Saturday, May 2, 2015

Microservices Runtime Statistics and Metrics

Reactive Microservices Architecture and Runtime Statistics & Metrics

Runtime statistics and metrics are important for distributed systems. Since microservices architecture tend to promote and encourage remote process communication, they are inherently distributed systems. Runtime statistics and metrics can include request per second, available system memory, number of threads being used, connections that are open, failed authentication, expired tokens, and their ilk. If there is a parameter that is important to you, then you will want to track it. Given the complications of debugging a distributed system, you will find that runtime statistics of important parameters are a godsend.

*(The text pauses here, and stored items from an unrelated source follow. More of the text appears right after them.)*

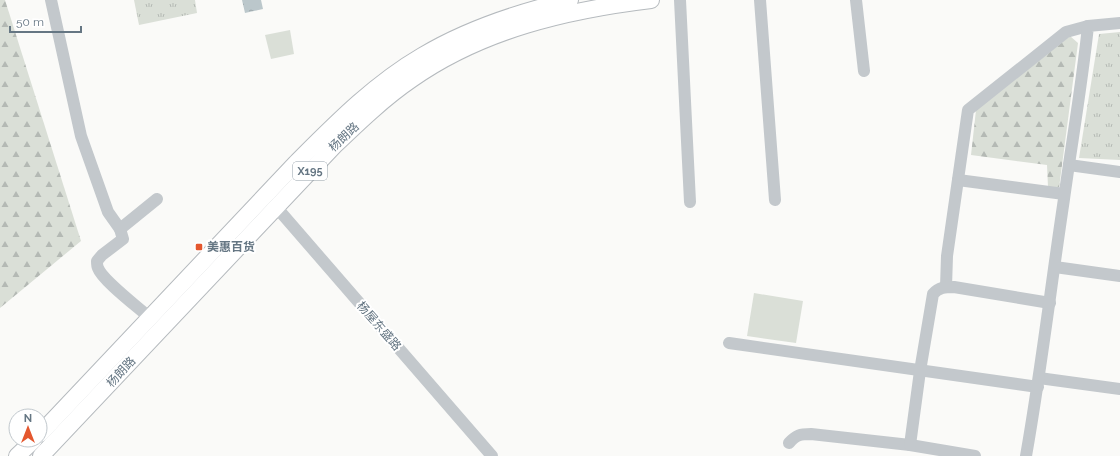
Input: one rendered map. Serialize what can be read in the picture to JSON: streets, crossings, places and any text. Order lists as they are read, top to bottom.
{
  "streets": {
    "main road": ["杨朗路", "X195"],
    "street": ["杨屋东盛路"]
  },
  "crossings": [
    ["杨朗路", "杨屋东盛路"]
  ],
  "places": {
    "transit": ["美惠百货"]
  },
  "scale_bar": "50 m",
  "north": "top"
}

Microservices Architecture Statistics
This is even more the case if you’re dealing with a lot of message queues. It can be difficult to determine where a message stopped being processed, and runtime statistics can help you track down issues.

Runtime statistics and metrics can also be a data-stream to your big data systems. Understanding types of request and their count and being able to correlate those with time of day, and events can aid in understanding how people use your application. In the age of big data, data science, and micro services, one may conclude that runtime statistics is no longer an optional feature, but a required feature for application development with an increasingly mobile and cloud world.

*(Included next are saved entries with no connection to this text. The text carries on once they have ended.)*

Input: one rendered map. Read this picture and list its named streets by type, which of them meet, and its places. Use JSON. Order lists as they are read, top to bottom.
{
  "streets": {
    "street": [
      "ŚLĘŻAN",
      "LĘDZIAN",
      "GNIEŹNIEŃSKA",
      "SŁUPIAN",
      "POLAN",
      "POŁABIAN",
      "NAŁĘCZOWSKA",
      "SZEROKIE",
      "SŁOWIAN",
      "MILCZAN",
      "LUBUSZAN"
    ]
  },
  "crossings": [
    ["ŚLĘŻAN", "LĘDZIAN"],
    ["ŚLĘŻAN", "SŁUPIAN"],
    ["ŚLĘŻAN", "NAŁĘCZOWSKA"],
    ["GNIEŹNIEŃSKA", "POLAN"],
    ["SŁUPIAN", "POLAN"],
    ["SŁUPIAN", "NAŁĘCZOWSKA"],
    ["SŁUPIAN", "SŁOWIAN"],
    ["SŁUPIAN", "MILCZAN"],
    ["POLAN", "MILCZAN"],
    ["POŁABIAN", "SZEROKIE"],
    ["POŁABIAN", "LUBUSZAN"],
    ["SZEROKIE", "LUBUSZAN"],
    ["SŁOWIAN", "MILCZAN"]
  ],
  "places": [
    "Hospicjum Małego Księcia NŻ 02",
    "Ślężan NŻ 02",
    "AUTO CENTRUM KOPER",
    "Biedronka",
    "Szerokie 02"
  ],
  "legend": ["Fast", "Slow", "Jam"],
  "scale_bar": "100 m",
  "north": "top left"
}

Just like logging became a must-have for applications so has runtime statistics. The runtime statistics can be important for tracking errors and when a certain threshold of errors occur a circuit breaker can be thrown open.

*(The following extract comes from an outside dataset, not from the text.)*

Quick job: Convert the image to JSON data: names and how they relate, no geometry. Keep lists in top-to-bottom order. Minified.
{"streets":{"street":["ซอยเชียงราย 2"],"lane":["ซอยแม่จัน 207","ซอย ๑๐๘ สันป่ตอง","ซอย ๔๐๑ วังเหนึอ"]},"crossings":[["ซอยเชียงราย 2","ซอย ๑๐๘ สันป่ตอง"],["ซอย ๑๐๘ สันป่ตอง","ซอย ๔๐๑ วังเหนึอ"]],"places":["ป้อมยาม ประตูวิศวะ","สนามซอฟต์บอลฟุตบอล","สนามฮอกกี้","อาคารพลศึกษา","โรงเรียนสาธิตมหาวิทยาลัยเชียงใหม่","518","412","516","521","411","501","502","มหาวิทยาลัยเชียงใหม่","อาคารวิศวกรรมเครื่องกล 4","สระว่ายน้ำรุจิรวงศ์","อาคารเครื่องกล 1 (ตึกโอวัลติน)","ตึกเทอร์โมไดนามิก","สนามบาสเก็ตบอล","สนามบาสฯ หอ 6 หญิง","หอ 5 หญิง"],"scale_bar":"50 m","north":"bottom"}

Remote calls and messages buses can fail, or hang without a response until a timeout is reached. In the event of a system that is down, a multitude of timeouts can cause a cascading failure. The Circuit Breaker pattern can be used to prevent a catastrophic cascade. Runtime statistics can be used to track errors and and trigger circuit breakers to open. You would want to use runtime statistics, and circuit breaker with service discovery so that you can mark nodes as unhealthy.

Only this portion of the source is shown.